If a line in the listing below includes the word "controls", pick it out.
•••
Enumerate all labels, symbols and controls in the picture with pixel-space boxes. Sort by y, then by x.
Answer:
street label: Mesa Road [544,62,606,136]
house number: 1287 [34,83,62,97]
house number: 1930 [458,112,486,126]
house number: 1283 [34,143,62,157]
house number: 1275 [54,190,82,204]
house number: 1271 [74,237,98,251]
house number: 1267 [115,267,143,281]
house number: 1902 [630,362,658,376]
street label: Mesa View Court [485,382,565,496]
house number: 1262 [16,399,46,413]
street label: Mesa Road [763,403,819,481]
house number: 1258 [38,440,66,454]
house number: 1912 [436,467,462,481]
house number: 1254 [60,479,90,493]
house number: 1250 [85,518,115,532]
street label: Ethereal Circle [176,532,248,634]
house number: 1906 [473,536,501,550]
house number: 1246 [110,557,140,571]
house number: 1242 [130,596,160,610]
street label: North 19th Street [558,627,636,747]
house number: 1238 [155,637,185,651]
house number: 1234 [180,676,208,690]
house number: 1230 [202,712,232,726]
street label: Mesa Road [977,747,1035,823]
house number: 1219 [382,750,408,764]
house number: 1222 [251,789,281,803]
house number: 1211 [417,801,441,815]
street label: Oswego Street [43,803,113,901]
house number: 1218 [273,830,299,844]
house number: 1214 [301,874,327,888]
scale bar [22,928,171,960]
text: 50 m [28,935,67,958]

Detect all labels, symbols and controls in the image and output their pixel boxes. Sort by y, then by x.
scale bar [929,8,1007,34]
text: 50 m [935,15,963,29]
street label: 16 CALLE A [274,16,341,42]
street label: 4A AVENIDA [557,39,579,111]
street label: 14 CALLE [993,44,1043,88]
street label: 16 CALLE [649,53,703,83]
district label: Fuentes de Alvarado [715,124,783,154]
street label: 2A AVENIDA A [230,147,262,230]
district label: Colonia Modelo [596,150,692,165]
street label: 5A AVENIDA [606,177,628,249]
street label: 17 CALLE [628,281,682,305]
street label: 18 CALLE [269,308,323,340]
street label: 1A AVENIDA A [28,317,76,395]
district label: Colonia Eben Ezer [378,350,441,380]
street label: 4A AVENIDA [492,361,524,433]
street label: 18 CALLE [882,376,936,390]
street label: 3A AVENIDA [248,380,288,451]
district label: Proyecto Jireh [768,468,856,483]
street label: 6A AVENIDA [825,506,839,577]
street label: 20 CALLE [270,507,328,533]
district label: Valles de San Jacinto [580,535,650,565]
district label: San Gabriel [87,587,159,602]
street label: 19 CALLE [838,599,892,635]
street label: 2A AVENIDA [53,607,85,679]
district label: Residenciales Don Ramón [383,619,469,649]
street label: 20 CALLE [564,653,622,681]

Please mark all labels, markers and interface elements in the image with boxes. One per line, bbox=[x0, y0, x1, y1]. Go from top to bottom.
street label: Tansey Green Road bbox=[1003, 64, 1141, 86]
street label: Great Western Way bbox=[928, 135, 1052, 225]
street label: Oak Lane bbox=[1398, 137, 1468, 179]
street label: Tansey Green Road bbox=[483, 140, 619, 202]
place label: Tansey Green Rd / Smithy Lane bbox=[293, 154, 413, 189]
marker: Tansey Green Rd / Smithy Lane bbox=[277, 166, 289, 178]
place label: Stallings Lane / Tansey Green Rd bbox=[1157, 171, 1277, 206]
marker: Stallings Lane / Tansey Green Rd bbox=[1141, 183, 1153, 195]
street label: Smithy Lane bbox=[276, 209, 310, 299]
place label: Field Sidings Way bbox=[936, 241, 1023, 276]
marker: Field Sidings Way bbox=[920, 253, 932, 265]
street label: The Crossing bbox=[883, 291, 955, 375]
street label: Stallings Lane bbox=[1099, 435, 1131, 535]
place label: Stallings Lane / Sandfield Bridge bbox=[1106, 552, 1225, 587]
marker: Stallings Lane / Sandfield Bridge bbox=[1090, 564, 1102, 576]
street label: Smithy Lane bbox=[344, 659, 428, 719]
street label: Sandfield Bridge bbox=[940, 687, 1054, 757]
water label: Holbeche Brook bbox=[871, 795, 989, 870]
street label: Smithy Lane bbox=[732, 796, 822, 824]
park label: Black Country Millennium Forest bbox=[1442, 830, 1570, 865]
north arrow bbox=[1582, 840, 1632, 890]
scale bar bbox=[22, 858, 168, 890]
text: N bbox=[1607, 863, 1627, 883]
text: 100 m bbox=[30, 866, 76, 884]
•••
REPLY TO THE TASK >>
Enumerate all labels, symbols and controls in the picture with pixel-space boxes. Sort by y, then by x.
Detect all labels, symbols and controls in the image and output their pixel boxes. Sort by y, then by x.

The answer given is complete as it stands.